“Try not. Do. Or do not. There is no try”.

Sound familiar? If you’ve ever watched the Star Wars films it might be. These words were uttered by Yoda when training Luke Skywalker on his hero’s journey to reach his full potential as a Jedi.

Even though the words are said by a fictional character in an intergalactic space story, they contain an important but overlooked life lesson: Don’t try just do.

Following this mantra won’t make us Jedi Masters. But it can help us on our journey to master ourselves.

Don't Try Just Do Yoda

‘Try’ is redundant

‘Try’ entered the English language as part of its original legal usage i.e. someone being subjected to a court trial. It’s less clear how it started being used as an alternative way of saying ‘attempt’.

Yet the reality is this usage of the word was and can still be redundant. It’s an aberration of the language with a more negative than positive causal effect.

‘The word ‘try’ seems like it has been around forever. But a Google Ngram shows usage of the word has surged since the 1980s. This habit of throwing ‘try’ into sentences unwarranted is a compulsion of modern times. People obliquely hedge against failure with their language. The irony is by doing so they increase the odds of failing.

‘Trying’ presupposes failure

Imagine a world where the words ‘try’ or ‘attempt’ have to be included in every statement about intended actions or behaviours. The words are so ubiquitous in day-to-day life, they become grammatical rules in the language. Someone saying “I’ll find the time” no longer makes linguistic sense; “I’ll try to find the time” becomes the ‘correct’ way to phrase that sentence.

In such a world, what would happen?

Language belies a person’s attitude. In this world, even if someone completes an activity, there’d be no confidence that they’d complete it again the next day. People would be less committed behind their actions. Uncertainty would be rife. The world would become less reliable in general. Mass disorder would likely ensue.

Now imagine another scenario. In this world, no language (including English) contains the word ‘try’, ‘attempt’ or any other related synonyms. When people say they’re going to do an action, they just do it with no hedging involved.

What would the effects be in this world?

People would be more judicious about what they do and don’t do since their state of mind enters into things with full commitment rather than halfheartedness. Mistakes and failures which are inevitable in any pursuit would be reframed. Societies would be more compassionate to those who falter understanding that failure is the greatest teacher and hiccups along the way are part of the learning process.

The first scenario reveals a subtlety about human nature and language that goes unnoticed—trying presupposes failure. By appending ‘try’ onto your vocabulary, you’re low-key priming your mind to assume a lower chance of succeeding.

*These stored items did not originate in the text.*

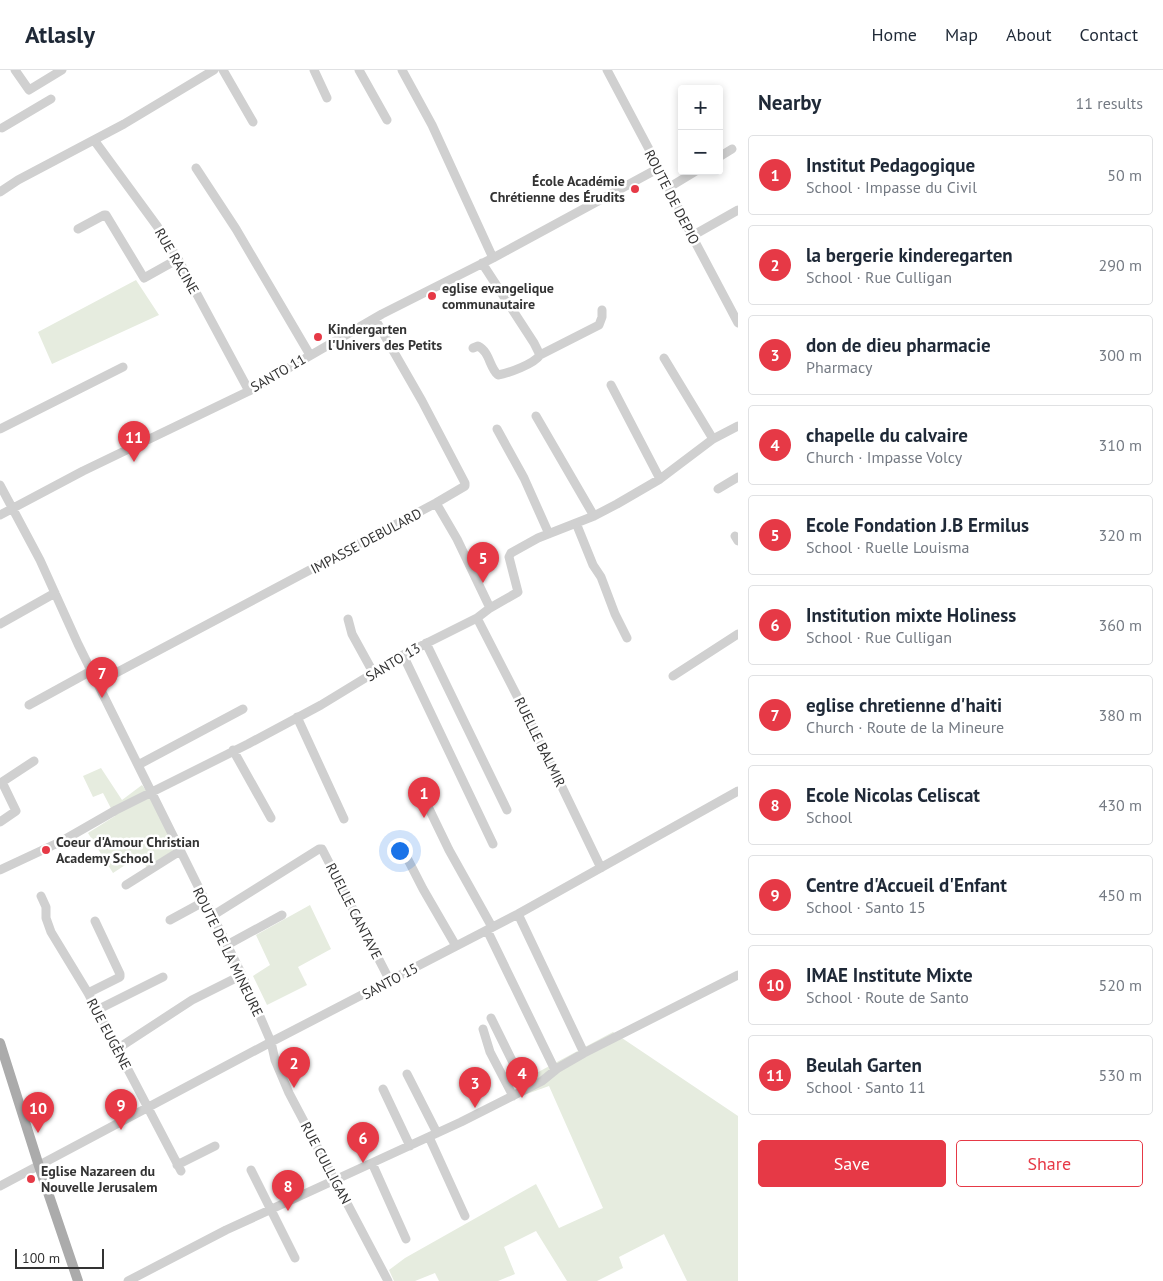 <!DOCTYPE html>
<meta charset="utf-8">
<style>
body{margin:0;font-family:"PT Sans",sans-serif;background:#f6f6f7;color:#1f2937}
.controls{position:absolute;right:15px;top:15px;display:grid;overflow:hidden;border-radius:5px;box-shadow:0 2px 8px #0003}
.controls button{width:45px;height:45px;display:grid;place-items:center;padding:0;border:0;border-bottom:1px solid #e0e1e3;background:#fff;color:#1f2937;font:25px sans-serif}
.scale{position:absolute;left:15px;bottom:12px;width:89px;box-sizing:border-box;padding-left:5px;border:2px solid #333;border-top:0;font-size:14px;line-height:18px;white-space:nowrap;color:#333;-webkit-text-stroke:4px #fff;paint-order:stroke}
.you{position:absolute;left:399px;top:780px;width:18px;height:18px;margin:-12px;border:4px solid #fff;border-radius:50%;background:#1a73e8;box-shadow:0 0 0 8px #1a73e833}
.badge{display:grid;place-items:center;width:32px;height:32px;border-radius:50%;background:#e63946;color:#fff;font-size:16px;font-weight:700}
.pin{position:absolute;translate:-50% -41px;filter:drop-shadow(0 1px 2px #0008)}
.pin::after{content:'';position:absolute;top:26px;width:18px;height:15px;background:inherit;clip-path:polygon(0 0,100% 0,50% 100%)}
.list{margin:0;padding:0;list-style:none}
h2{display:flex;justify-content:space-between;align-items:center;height:65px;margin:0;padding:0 20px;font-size:21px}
h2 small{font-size:16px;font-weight:400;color:#747a83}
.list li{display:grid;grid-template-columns:32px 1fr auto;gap:15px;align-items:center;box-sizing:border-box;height:80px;margin:0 10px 10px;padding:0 10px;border:1px solid #e0e1e3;border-radius:5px}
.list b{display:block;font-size:19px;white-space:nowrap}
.list p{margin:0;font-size:16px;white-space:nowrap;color:#747a83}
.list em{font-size:16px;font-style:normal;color:#747a83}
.actions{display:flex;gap:10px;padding:15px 20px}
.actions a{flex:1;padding:11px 0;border:1px solid #e63946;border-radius:5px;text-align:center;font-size:18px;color:#e63946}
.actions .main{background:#e63946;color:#fff}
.map{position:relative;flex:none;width:738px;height:1211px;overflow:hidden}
header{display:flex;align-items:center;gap:30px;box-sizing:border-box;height:70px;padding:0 25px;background:#fff;border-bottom:1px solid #e0e1e3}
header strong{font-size:24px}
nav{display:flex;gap:28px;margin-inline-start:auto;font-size:18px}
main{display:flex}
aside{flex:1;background:#fff}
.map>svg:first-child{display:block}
.green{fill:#e6ecdf}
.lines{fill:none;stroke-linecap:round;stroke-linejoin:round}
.minor{stroke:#d0d0d0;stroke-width:9}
.major{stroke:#ababab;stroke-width:10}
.poi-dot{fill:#e63946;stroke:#fff;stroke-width:2}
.labels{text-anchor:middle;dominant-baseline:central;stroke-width:5;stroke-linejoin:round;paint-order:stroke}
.poi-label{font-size:14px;font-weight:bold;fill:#333;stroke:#fff;text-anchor:start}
.street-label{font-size:14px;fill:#333;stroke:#fff}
</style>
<header>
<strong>Atlasly</strong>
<nav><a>Home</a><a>Map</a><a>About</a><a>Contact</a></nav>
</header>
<main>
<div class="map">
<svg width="738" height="1211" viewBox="0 0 738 1211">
<rect width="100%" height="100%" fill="#fff"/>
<path class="green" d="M 136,210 L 159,245 L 52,294 L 38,262 Z
M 101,698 L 122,730 L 142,715 L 150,726 L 175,779 L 147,798 L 139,786 L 113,803 L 88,763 L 115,746 L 103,723 L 93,727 L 83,706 Z
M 310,835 L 331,879 L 298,897 L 307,915 L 267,935 L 253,906 L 270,895 L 256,865 Z
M 613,962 L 738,1046 L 738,1211 L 687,1211 L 664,1164 L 619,1187 L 623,1198 L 597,1211 L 567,1211 L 536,1161 L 504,1177 L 515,1204 L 498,1211 L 439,1211 L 435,1203 L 415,1211 L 394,1211 L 389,1200 L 405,1188 L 536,1114 L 559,1158 L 603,1138 L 549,1016 L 524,1025 L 514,1015 Z"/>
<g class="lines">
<path class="minor" d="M 15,0 L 29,20 L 62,0
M 223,0 L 253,52
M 314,0 L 327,28
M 359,0 L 387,50
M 402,0 L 432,55 L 493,188
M 607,0 L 659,98 L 692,166 L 738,253
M 2,58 L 51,29
M 94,70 L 157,156 L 178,189 L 249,321
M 719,87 L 732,79
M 196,98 L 236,159 L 310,285
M 668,118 L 696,101
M 0,122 L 18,110 L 124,54 L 214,0
M 78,159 L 104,145 L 106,145 L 144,208 L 178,189
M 692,166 L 738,140
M 473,278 L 478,276 C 490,282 489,297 498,305 C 509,303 534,294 540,285 L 534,273 L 482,193
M 540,285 L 599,255 L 602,247 L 602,240
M 664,288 L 713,369
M 611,315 L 660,409
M 536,346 L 594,446
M 0,359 L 123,297
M 497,359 L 524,408 L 549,464
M 0,415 L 40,490 L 78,574 L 242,905 L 271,972 L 275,990 L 289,1023 L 388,1211
M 718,419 L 738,407
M 436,433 L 457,469 L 490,538
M 0,445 L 83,401 L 249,321 L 382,244 L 493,188 L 659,98
M 576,453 L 593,495 L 601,507 L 615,544 L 627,568
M 735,466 L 738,471
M 477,548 L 534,659 L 601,798
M 348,549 L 352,564 L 374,604
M 0,554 L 55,523
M 426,573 L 507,740
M 403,585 L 493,774
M 673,606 L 738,564
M 97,613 L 436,433 L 465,416 L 465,413 L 422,331 L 375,249
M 29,635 L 91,601
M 297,647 L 344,749
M 233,680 L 271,748
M 138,695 L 243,639
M 419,718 L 449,780 L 492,857
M 0,752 L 16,741 L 2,712 L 34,691
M 401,776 L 423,819 L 456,876
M 0,800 L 62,771 L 116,740 L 248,674 L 321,635 L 403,585 L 477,548 L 490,538 L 518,522 L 509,487 L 511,483 L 538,468 L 594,446 L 617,434 L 660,409 L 713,369 L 738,356
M 126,815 L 180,781
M 41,826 L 46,837 L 46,848 L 51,862 L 88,923 L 181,1101
M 518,844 L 584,983
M 212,846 L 319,779 L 322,779 L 390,911
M 170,850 L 205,831
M 487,860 L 555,1000
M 227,875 L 282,845
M 88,923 L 120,907 L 120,904 L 95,851
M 97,940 L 163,907
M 491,948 L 526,1019
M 483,959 L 490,982 L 513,1026
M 117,979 L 192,930 L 242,905
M 407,1004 L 437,1063
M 383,1019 L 410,1076
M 429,1067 L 465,1146
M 372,1093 L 406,1169
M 177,1095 L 215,1076
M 251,1100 L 295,1188
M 0,1116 L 271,972 L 518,844 L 738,721
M 128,1211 L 226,1160 L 461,1052 L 542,1011 L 558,998 L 584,983 L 738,905"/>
<path class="major" d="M 0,973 L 39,1096 L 78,1211"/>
</g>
<g class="poi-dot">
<circle cx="635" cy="119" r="5"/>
<circle cx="432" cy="226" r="5"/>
<circle cx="318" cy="267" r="5"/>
<circle cx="46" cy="780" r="5"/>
<circle cx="31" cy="1109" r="5"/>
</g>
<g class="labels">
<g class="poi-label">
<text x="625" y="111" text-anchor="end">École Académie<tspan x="625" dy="16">Chrétienne des Érudits</tspan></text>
<text x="442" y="218">eglise evangelique<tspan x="442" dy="16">communautaire</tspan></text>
<text x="328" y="259">Kindergarten<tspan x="328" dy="16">l'Univers des Petits</tspan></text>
<text x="56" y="772">Coeur d'Amour Christian<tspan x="56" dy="16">Academy School</tspan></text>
<text x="41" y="1101">Eglise Nazareen du<tspan x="41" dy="16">Nouvelle Jerusalem</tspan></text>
</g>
<g class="street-label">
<text transform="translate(672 127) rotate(63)">ROUTE DE DEPIO</text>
<text transform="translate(177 191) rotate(60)">RUE RACINE</text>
<text transform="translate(278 303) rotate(-30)">SANTO 11</text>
<text transform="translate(366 471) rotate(-28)">IMPASSE DEBULARD</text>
<text transform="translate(393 592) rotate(-31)">SANTO 13</text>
<text transform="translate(540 672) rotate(64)">RUELLE BALMIR</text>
<text transform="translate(354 841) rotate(63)">RUELLE CANTAVE</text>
<text transform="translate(228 882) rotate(64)">ROUTE DE LA MINEURE</text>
<text transform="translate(390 911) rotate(-28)">SANTO 15</text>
<text transform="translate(109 964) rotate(62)">RUE EUGÈNE</text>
<text transform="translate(326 1093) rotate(62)">RUE CULLIGAN</text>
</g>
</g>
</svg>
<div class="controls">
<button>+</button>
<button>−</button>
</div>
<div class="scale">100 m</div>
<div class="you"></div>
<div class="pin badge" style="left:424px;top:748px">1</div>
<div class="pin badge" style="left:294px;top:1018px">2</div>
<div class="pin badge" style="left:475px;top:1038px">3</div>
<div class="pin badge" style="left:522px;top:1028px">4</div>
<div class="pin badge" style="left:483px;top:513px">5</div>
<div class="pin badge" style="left:363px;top:1093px">6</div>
<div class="pin badge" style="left:102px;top:628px">7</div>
<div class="pin badge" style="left:288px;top:1141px">8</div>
<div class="pin badge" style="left:121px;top:1060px">9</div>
<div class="pin badge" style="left:38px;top:1063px">10</div>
<div class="pin badge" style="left:134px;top:392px">11</div>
</div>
<aside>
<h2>Nearby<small>11 results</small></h2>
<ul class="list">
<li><span class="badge">1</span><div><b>Institut Pedagogique</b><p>School · Impasse du Civil</p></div><em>50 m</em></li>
<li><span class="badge">2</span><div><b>la bergerie kinderegarten</b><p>School · Rue Culligan</p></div><em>290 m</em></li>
<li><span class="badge">3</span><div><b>don de dieu pharmacie</b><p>Pharmacy</p></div><em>300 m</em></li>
<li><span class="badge">4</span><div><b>chapelle du calvaire</b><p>Church · Impasse Volcy</p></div><em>310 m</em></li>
<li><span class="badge">5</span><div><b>Ecole Fondation J.B Ermilus</b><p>School · Ruelle Louisma</p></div><em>320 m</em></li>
<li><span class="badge">6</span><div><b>Institution mixte Holiness</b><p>School · Rue Culligan</p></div><em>360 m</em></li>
<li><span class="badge">7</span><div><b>eglise chretienne d'haiti</b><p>Church · Route de la Mineure</p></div><em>380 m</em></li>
<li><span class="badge">8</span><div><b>Ecole Nicolas Celiscat</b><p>School</p></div><em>430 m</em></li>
<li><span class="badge">9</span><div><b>Centre d'Accueil d'Enfant</b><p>School · Santo 15</p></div><em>450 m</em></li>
<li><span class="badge">10</span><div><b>IMAE Institute Mixte</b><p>School · Route de Santo</p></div><em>520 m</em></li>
<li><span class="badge">11</span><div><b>Beulah Garten</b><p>School · Santo 11</p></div><em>530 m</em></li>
</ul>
<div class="actions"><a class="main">Save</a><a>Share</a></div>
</aside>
</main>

You might think this is an exaggeration. How can saying “I’ll try to run for 5k nonstop” be much different from saying “I’m going to run 5k nonstop”?

On the surface, changing the latter to an attempt seems harmless. But what will happen is you’ll program your mind to accept the possibility of failure. You’ll chip away at your level of conviction behind what you’re going to do. At its worst, ‘trying’ becomes a matter of confirming expectations, the expectations that you were never going to succeed with an action in the first place which may or may not be true in reality.

Don't Try Just Do Presuppose

Don’t try just do as a way of being

When you say you’ll try to do something, you’re tacitly accepting the premise that you might not achieve what you set out to do instead of committing with full effort. It’s as if by uttering the word ‘try’ you believe that the universe takes the sting out of the failure in the cases where you don’t succeed.

People use the word ‘try’ because they’re worried about what other people think. They believe that by attempting, they’re preventing the foolishness of making guarantees.

Here’s the rub. The universe doesn’t care what words you use before you do something. Nor will others pretend that you haven’t failed if you didn’t complete an action simply because you told them beforehand you’ll “try”. No-one is saying that if you commit rather than try you’re making arrogant guarantees. But you’ll give your best and if you don’t manage to achieve what you set out with your actions, so be it.

In this sense, don’t try just do is a Barbell Strategy. It’s about being all in or not at all without lacklustre engagement behind a task.

‘Trying’ often creeps in when we’re made to do things with a lower probability of success. Recall the world where people don’t try just do. Removal of ‘try’ makes you more prudent in what you pursue. For those low success inevitabilities that we have to undertake, instead of saying “I’ll try”, you can say “There’s a chance I’ll fail but if it’s important, I’ll do it and give it my all”. An important and enormous distinction.

This is why many of the most successful people around speak about failing forward and learning from mistakes. They’re highlighting the life wisdom of knowing that we’ll each encounter our own failures on our respective journeys but the key is to face them head on accepting they’ve happened rather than soften them and deny their most important lessons.

Remember, with few exceptions most failures don’t spell eternal damnation. They’re part of the journey of learning, the journey of evolution, the journey of life. Doing your best to prevent them from occurring but nonetheless accepting that some will happen is the only sensible way to operate. ‘Trying’ doesn’t prevent them from happening anymore than if you don’t try just do.  Thus, don’t try just do is a rationally and emotionally parsimonious attitude for navigating life with.

For any endeavour, assess whether it’s worthwhile and commit to doing it or not doing it. But don’t ‘try’ because you shoot yourself in the foot before you’ve even begun.

Don't Try Just Do Being


Throughout historical and contemporary culture, the folly of trying over committing has been hinted at, whether that’s in Hollywood epics or Zen literature. Regardless of how they convey it, they’re all pointing to the same thing: don’t try just do.

‘Try’ or ‘Attempt’ are words we casually throw out in speech yet we often don’t realise how redundant they are. Trying presupposes failure through priming your mind that there’s a possibility of failing at something you’re going to do rather than just committing to the task without softening potential failure.

Removing ‘try’ from your vocabulary doesn’t mean you’ll make arrogant guarantees. But it will increase your prudence about what tasks you undertake and it’ll force you to have conviction in how you go about doing them.

Don’t seek to take the sting out of failures with your language, mistakes and failures have rich lessons for us no matter who we are and what course of life we’re on. With commitment, you’ll find you achieve your tasks better than if you’d ‘tried’.

Commit to something with unbridled involvement or don’t do it at all. Don’t try just do.